Her article – now over ten years old – is about the heightened self-awareness or self-knowledge required to be an effective OD consultant.  Getting to the requisite level of self-knowledge – or what she terms ‘instrumentality’ – isn’t easy, and it doesn’t happen overnight.  It means, in Mee-Yan’s own words:

–          ‘Devoting time and energy to learning about who we are, and how issues of family history, gender, race and sexuality affect self-perception.  It means also identifying and exploring the values by which we live our lives, as well as developing our intellectual, emotional, physical and spiritual capacities’

–          ‘Get to know your fears, blind spots and comfort zones. Use your emotional comfort (or discomfort) as data in .. the work you do’

–           ‘Dedicating time to the on-going maintenance of both self-knowledge and technical expertise’

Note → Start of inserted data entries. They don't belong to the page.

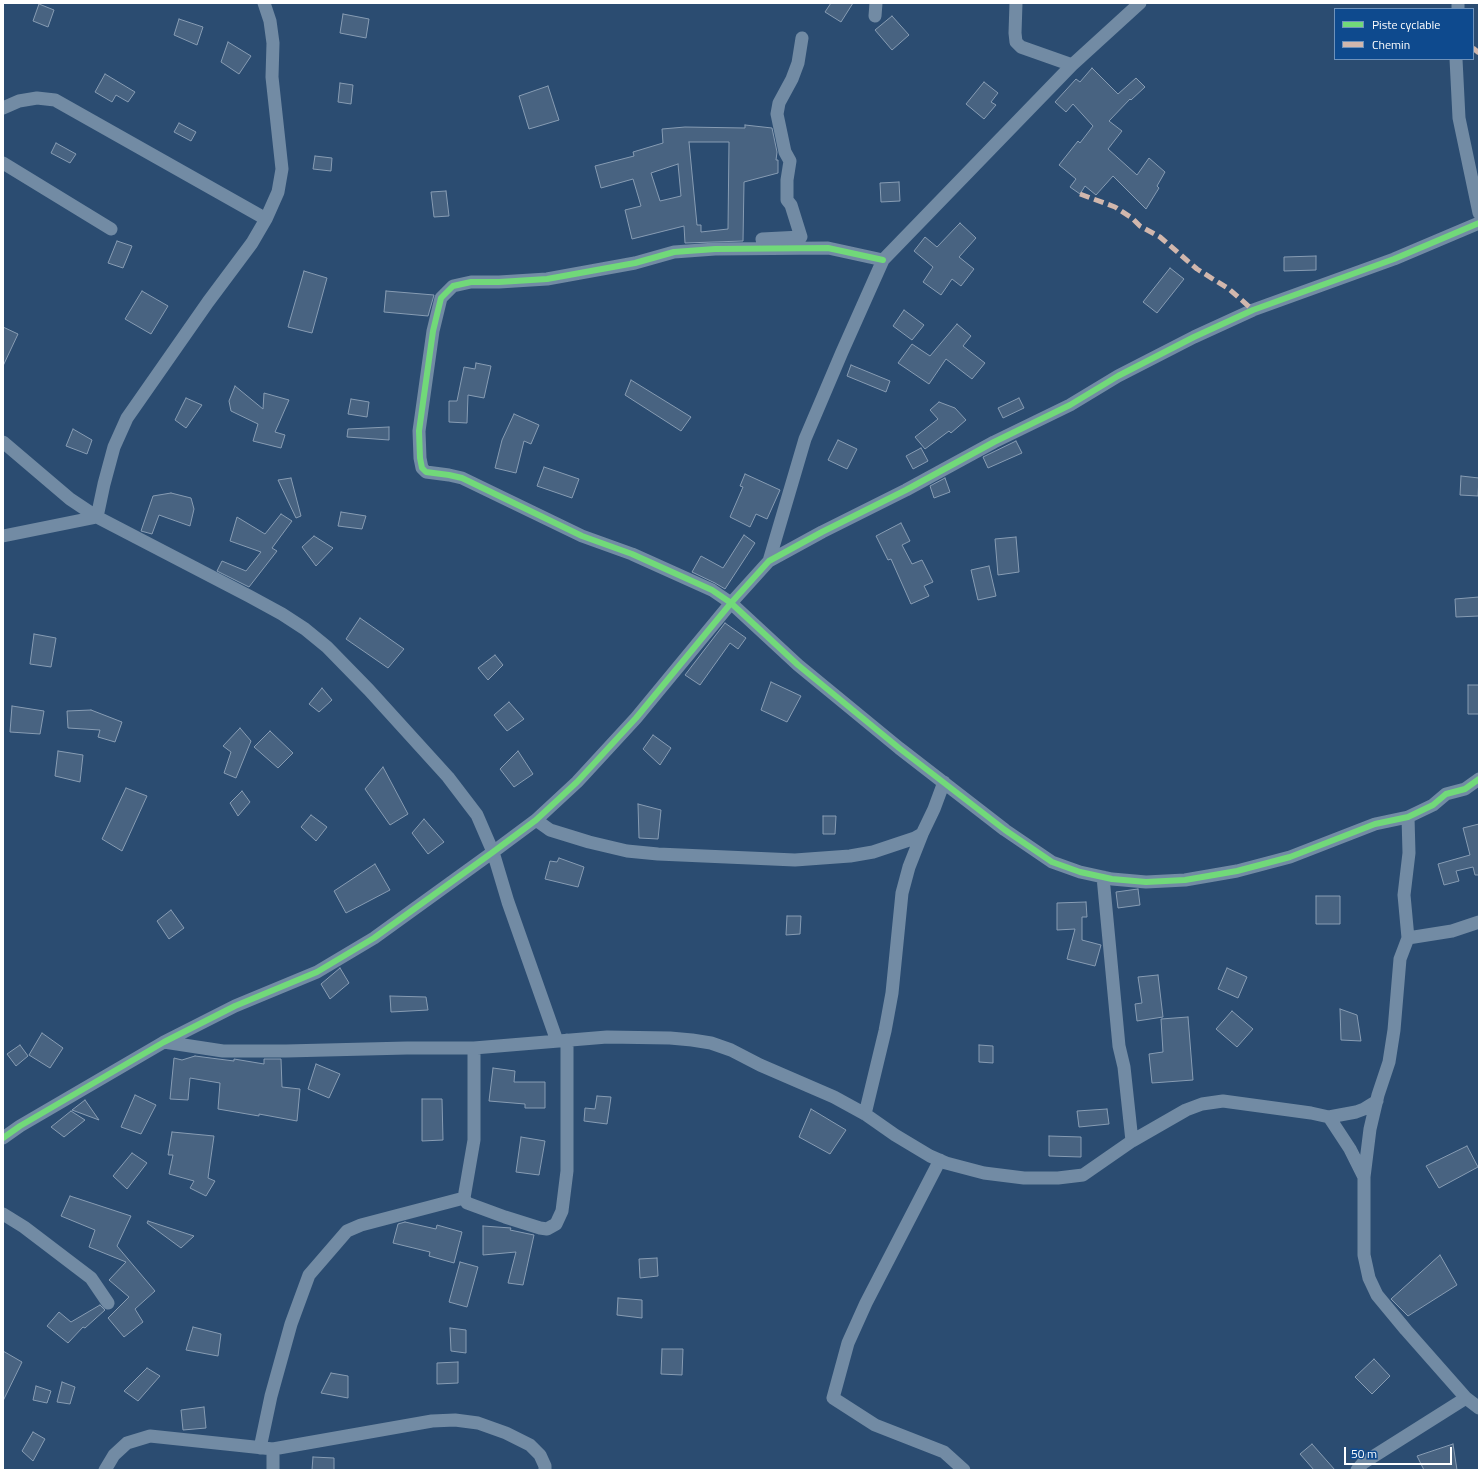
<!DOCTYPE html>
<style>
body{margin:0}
#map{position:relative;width:1482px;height:1473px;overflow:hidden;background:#2b4c71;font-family:"Titillium Web",sans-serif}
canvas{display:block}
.frame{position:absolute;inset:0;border:4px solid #fff;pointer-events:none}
.legend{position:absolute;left:1334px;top:8px;width:140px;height:52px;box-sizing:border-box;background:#0e4a8e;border:1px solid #6e92bb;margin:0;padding:5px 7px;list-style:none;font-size:12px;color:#fff}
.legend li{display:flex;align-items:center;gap:8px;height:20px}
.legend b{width:20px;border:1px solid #6e92bb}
.scale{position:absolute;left:1344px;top:1447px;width:108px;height:18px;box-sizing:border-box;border:2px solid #fff;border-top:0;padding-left:5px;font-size:12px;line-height:14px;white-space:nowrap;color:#fff;-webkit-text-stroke:3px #0e4a8e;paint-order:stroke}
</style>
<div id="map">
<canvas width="1482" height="1473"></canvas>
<div class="frame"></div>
<ul class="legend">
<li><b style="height:5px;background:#71d979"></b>Piste cyclable</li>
<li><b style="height:5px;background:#d1b7ad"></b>Chemin</li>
</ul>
<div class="scale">50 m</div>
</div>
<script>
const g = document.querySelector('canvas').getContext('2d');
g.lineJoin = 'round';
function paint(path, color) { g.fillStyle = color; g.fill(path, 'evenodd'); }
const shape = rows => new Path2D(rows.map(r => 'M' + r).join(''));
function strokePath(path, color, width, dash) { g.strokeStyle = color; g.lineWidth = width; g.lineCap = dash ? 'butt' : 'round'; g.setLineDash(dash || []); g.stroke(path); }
const building = shape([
 [831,3,853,3,841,22,825,12,831,3],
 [39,4,54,10,48,27,33,21,39,4],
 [343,14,369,19,366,38,340,33,343,14],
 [892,16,909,35,892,50,875,30,892,16],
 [179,19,203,27,197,45,174,35,179,19],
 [228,42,251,56,239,74,221,62,228,42],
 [1092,68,1118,94,1136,78,1145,87,1131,100,1130,99,1109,121,1122,131,1108,149,1137,175,1149,158,1165,172,1157,186,1159,188,1146,209,1113,176,1096,195,1085,186,1080,194,1070,187,1076,179,1059,165,1078,141,1080,143,1093,126,1073,104,1066,112,1055,102,1076,79,1080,82,1092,68],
 [105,74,135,92,128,102,116,95,112,102,95,92,105,74],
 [984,82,998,93,991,102,996,105,984,119,966,104,984,82],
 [340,83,353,85,351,104,338,102,340,83],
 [548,86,559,120,529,129,519,96,548,86],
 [179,123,196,132,191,141,174,132,179,123],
 [745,125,772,128,777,152,776,160,778,160,778,173,744,182,743,241,685,243,684,226,632,239,625,210,641,206,633,179,601,188,595,166,634,156,633,152,663,143,662,129,685,127,745,128,745,125],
 [689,142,729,142,728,229,701,232,701,225,697,225,689,142],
 [678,164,681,196,660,201,651,173,678,164],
 [56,143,76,154,70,163,51,153,56,143],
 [315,156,332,158,331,171,313,169,315,156],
 [899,182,900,201,881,202,880,183,899,182],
 [446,191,449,216,434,217,431,192,446,191],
 [960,223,976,238,959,257,974,269,961,286,952,279,941,295,923,282,933,267,914,251,925,237,937,247,960,223],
 [117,241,132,246,123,268,108,263,117,241],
 [1316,256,1316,270,1284,271,1284,257,1316,256],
 [1170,268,1184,279,1157,313,1143,302,1170,268],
 [304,271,327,278,312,333,288,327,304,271],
 [142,291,168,306,151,334,125,319,142,291],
 [386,291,434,295,428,316,384,312,386,291],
 [904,310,924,325,912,340,893,326,904,310],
 [957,324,971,336,963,346,985,363,972,379,946,359,929,384,898,363,912,344,930,356,957,324],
 [3,327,18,334,3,366,3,327],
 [476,363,491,366,484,398,468,395,467,423,449,422,449,401,457,401,464,367,475,369,476,363],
 [851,365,890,381,886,392,847,376,851,365],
 [631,380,691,417,681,431,625,395,631,380],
 [235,386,263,409,264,393,289,400,275,432,285,435,281,448,253,441,258,424,231,411,229,401,235,386],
 [186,398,202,405,186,428,175,420,186,398],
 [1019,398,1024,408,1003,418,998,408,1019,398],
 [351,399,369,402,367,417,348,414,351,399],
 [939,402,955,408,966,420,951,433,949,431,925,449,915,437,938,419,930,410,939,402],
 [514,414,539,425,531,444,524,441,516,473,495,468,502,440,514,414],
 [389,427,389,440,347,437,348,429,389,427],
 [73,429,92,440,87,454,66,446,73,429],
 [838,440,857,449,847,469,828,460,838,440],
 [1016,441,1022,453,988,468,983,457,1016,441],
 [921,448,928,461,913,469,906,456,921,448],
 [544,467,579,479,572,498,537,486,544,467],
 [745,474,780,490,767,519,756,514,750,527,730,517,743,487,740,486,745,474],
 [1461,476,1479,478,1478,496,1460,495,1461,476],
 [291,478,301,516,296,518,278,480,291,478],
 [945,478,950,492,934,498,930,486,945,478],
 [171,493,191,498,194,509,190,526,159,515,152,534,141,531,153,496,171,493],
 [341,512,366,516,362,529,338,526,341,512],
 [281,514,292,521,272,548,277,551,249,587,217,571,222,561,246,571,261,552,230,541,237,517,265,534,281,514],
 [901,523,910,541,902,545,912,564,922,560,933,582,924,586,929,596,911,604,891,559,888,560,876,536,901,523],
 [744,535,755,543,725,589,715,583,692,572,701,556,723,568,744,535],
 [314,536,333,548,316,566,302,547,314,536],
 [1016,537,1019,572,998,575,995,539,1016,537],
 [989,566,996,596,978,600,971,570,989,566],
 [1479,597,1479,616,1456,617,1455,599,1479,597],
 [360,618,404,649,388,668,346,639,360,618],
 [725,623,746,638,738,649,730,643,700,685,685,675,725,623],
 [34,634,56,638,51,667,30,664,34,634],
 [495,655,503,665,488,680,478,668,495,655],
 [771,682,801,696,787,722,761,710,771,682],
 [1468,685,1479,685,1479,714,1468,714,1468,685],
 [322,688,332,700,319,712,309,704,322,688],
 [509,702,524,719,507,731,494,715,509,702],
 [12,706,44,711,40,734,10,732,12,706],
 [91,710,122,722,115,742,98,737,100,730,68,728,67,711,91,710],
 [240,728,251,741,236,778,224,773,231,752,223,746,240,728],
 [270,731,293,753,278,768,254,747,270,731],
 [653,735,671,748,660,765,643,749,653,735],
 [58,751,83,755,80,782,55,776,58,751],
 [518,751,533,774,514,787,500,769,518,751],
 [383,767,408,814,390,825,365,789,383,767],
 [126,788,147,796,122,851,102,839,126,788],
 [242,791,250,802,238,816,230,803,242,791],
 [638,804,661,810,658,839,639,838,638,804],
 [311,815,327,827,316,841,301,827,311,815],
 [823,816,836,816,835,834,823,834,823,816],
 [424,819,444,842,428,854,412,833,424,819],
 [1479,824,1479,875,1475,875,1473,867,1456,871,1459,881,1444,885,1438,864,1470,855,1463,828,1479,824],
 [559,858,584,867,578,887,545,879,550,861,557,862,559,858],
 [375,864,390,890,346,913,334,891,375,864],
 [1138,889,1140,905,1118,908,1116,892,1138,889],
 [1316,896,1340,896,1340,924,1316,924,1316,896],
 [1086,902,1087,917,1082,917,1082,940,1101,945,1095,966,1067,959,1075,929,1057,930,1057,903,1086,902],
 [171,910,184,928,169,939,157,921,171,910],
 [787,916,801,916,800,934,786,935,787,916],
 [340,968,349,983,330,999,321,984,340,968],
 [1227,968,1247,977,1238,998,1218,989,1227,968],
 [1158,975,1163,1017,1137,1021,1135,1004,1142,1003,1138,977,1158,975],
 [390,996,426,997,428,1010,391,1012,390,996],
 [1340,1009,1357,1015,1361,1041,1341,1040,1340,1009],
 [1232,1011,1253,1029,1237,1047,1216,1029,1232,1011],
 [1188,1017,1193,1080,1152,1083,1149,1054,1163,1052,1161,1019,1188,1017],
 [42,1033,63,1048,50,1068,29,1055,42,1033],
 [20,1045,28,1056,16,1066,7,1054,20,1045],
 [979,1045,993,1046,993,1063,979,1062,979,1045],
 [195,1056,234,1061,234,1059,264,1064,264,1059,281,1059,282,1087,300,1089,297,1121,259,1114,259,1116,218,1109,220,1083,190,1078,188,1100,170,1099,174,1058,182,1060,195,1056],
 [316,1064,340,1074,329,1098,308,1089,316,1064],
 [493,1068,515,1071,514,1082,545,1082,545,1108,525,1108,525,1104,489,1101,493,1068],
 [135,1095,156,1105,141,1134,121,1127,135,1095],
 [597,1096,611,1097,607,1124,584,1121,585,1108,595,1109,597,1096],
 [422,1099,442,1099,443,1140,422,1141,422,1099],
 [85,1100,99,1120,72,1110,85,1100],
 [811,1109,846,1130,830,1154,799,1137,811,1109],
 [1107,1109,1109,1124,1079,1127,1077,1111,1107,1109],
 [71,1111,85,1120,64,1137,51,1127,71,1111],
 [172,1132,214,1136,208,1178,215,1181,206,1196,190,1188,194,1181,169,1174,173,1155,168,1155,172,1132],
 [1049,1136,1081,1137,1081,1157,1049,1156,1049,1136],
 [521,1137,545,1141,539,1175,516,1172,521,1137],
 [1467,1146,1478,1167,1439,1188,1426,1166,1467,1146],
 [132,1153,147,1163,127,1189,113,1176,132,1153],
 [70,1196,131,1216,117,1246,155,1291,135,1309,143,1322,124,1337,108,1318,129,1297,109,1280,126,1262,89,1247,95,1230,61,1216,70,1196],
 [148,1221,194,1236,181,1248,147,1223,148,1221],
 [405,1222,436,1229,437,1225,462,1232,454,1263,429,1256,430,1252,393,1243,398,1224,405,1222],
 [483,1226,511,1228,510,1230,534,1235,523,1285,508,1283,516,1252,483,1255,483,1226],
 [1440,1255,1457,1285,1408,1316,1391,1299,1440,1255],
 [657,1258,658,1276,640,1278,639,1259,657,1258],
 [460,1262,478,1267,467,1307,449,1302,460,1262],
 [618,1298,642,1300,642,1318,617,1315,618,1298],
 [100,1305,105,1310,85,1328,83,1327,68,1343,47,1326,59,1312,71,1322,100,1305],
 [193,1327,221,1334,218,1356,186,1350,193,1327],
 [450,1328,466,1330,466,1353,451,1351,450,1328],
 [662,1349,683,1349,682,1375,661,1374,662,1349],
 [3,1351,22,1362,3,1401,3,1351],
 [1374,1359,1390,1376,1372,1394,1355,1377,1374,1359],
 [458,1362,458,1383,437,1384,437,1363,458,1362],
 [147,1368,160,1376,138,1401,124,1391,147,1368],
 [331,1373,348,1376,348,1398,321,1393,331,1373],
 [62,1382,75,1387,70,1404,57,1402,62,1382],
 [36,1386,51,1391,47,1403,33,1400,36,1386],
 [204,1407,206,1428,183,1430,181,1410,204,1407],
 [33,1432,45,1439,33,1461,22,1451,33,1432],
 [1312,1444,1335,1470,1314,1470,1300,1454,1312,1444],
 [1453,1444,1457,1470,1424,1470,1417,1456,1453,1444],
 [313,1457,334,1458,334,1470,312,1470,313,1457]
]);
paint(building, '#486381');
strokePath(building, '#879cb3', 1);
strokePath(shape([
 [1016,3,1015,33,1016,42,1021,47,1072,65],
 [1458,9,1458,3],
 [875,16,876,3],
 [1456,59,1459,118,1479,213],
 [3,108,19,101,37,98,55,100,266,219],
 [3,163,111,229],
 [764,248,762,239,801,237,791,205,787,200,787,180,790,161,785,152,777,114,779,103,792,79,798,63,802,38],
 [883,260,828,248,715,249,674,252,635,263,547,279,499,282,471,282,453,286,441,298,433,331,419,431,420,458,422,468,426,472,449,475,462,478,582,536,632,554,712,590,731,603,798,665,899,748,1005,830,1052,862,1080,872,1112,879,1146,882,1185,880,1237,871,1290,857,1375,824,1408,817,1433,805,1446,794,1465,789,1479,779],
 [3,442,70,499,97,517,249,596,282,614,305,629,327,647,369,690,448,777,477,815,493,852,508,902,557,1041],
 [3,536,97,517,104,484,114,447,127,418,208,302,252,243,266,219,278,192,282,169,272,77,273,43,270,21,264,3],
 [769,561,805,439,842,352,883,260,1072,65,1140,3],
 [1408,817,1409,853,1404,895,1408,938,1400,959,1394,1030,1389,1062,1378,1095,1370,1129,1364,1177,1364,1255,1369,1278,1377,1295,1406,1330,1466,1398,1479,1408],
 [536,820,550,830,589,842,627,851,658,854,795,860,850,856,873,852,915,838,922,834],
 [1103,877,1119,1046,1124,1067,1132,1141],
 [1408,938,1452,931,1479,922],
 [164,1042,223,1051,286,1051,407,1048,474,1048,607,1037,670,1038,692,1040,711,1043,731,1050,760,1065,834,1097,865,1114,895,1135,930,1156,946,1163,984,1173,1024,1178,1058,1178,1083,1175,1132,1141,1186,1110,1202,1104,1223,1101,1311,1113,1329,1117,1356,1112,1364,1109,1377,1101],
 [474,1048,474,1140,464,1198,467,1203,505,1217,540,1228,547,1229,556,1224,562,1211,567,1171,567,1040],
 [865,1114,885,1031,892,993,902,893,909,867,922,834,934,809,944,782],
 [1329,1117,1350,1149,1364,1177],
 [3,1138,20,1126,164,1042,235,1006,317,972,374,938,493,852,536,820,577,782,636,718,731,603,769,561,822,532,906,490,994,442,1070,405,1118,376,1194,337,1253,310,1394,259,1479,223],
 [940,1160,866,1303,848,1343,833,1398,875,1425,944,1452,964,1470],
 [3,1214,24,1227,91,1278,108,1303],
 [260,1448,271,1396,291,1324,309,1275,347,1231,361,1225,464,1198],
 [105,1470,114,1455,127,1443,150,1436,273,1449,432,1421,455,1420,478,1423,506,1433,530,1445,540,1455,545,1466,545,1470],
 [273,1470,273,1449],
 [1357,1470,1363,1463,1466,1398]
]), '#728ba4', 13);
strokePath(shape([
 [1473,48,1479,53],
 [1080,194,1115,207,1132,218,1140,226,1160,237,1197,269,1229,289,1253,310]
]), '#d1b7ad', 5, [10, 5]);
strokePath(shape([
 [883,260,828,248,715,249,674,252,635,263,547,279,499,282,471,282,453,286,441,298,433,331,419,431,420,458,422,468,426,472,449,475,462,478,582,536,632,554,712,590,731,603,798,665,899,748,1005,830,1052,862,1080,872,1112,879,1146,882,1185,880,1237,871,1290,857,1375,824,1408,817,1433,805,1446,794,1465,789,1479,779],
 [3,1138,20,1126,164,1042,235,1006,317,972,374,938,493,852,536,820,577,782,636,718,731,603,769,561,822,532,906,490,994,442,1070,405,1118,376,1194,337,1253,310,1394,259,1479,223]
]), '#71d979', 6);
</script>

Three things struck me about the article:

First, everything that Mee-Yan wrote about the self-knowledge required to be an OD practitioner and consultant I think also applies to diversity and inclusion practitioners and consultants, and indeed to managers and leaders wanting to see change on diversity and inclusion in their organisations.

We can’t hope to inspire change in the attitudes and behaviour of others around difference, or understand the resistance that such attempts at change provoke, without first spending time and energy on getting to know and interpret our own beliefs and behaviours and reactions to difference.  I know myself that that can be pretty discomfiting, but it needs to be done.

Second, self-awareness is something that is generally left out of the skills and attributes required of diversity practitioners.  The competency model for D&I practitioners to which I most often refer – and refer others – is published by the Conference Board, and is called appropriately Creating a Competency Model for Diversity and Inclusion Practitioners. It’s an exhaustive collation of knowledge, skills and behaviours under eight business-like headings: change management; diversity, inclusion and global perspective; business acumen; strategic external relations; integrity; vision and strategic leadership, and HR competencies.

Written in 2008, it’s stood the test of time for me – until now.  Because now I feel it has one glaring omission – possibly the most difficult competency of all to acquire  – that of real self-knowledge.  Mee-Yan Cheng-Judge refers to use of the self as instrument as a ‘cornerstone for the future of OD’.  I think it’s the cornerstone for the future of D&I too.

Third, Mee-Yan’s article was written well before the explosion of interest in unconscious bias as an explanation for the slow progress being made in many organisations towards real change on diversity and inclusion.  Unconscious bias awareness activities are now all about building self-awareness and self-knowledge, and form an integral part of many an organisation’s diversity action plan.

The thing is, unconscious bias programmes promise self-awareness in 90 minutes.  I’ve been part of such programmes, and it’s true they are powerful and enlightening.  But Mee-Yan sees the development of self-awareness and self-knowledge as an ongoing journey, in effect a lifetime commitment, which I suspect is a more realistic – though less palatable – timetable for real self-knowledge.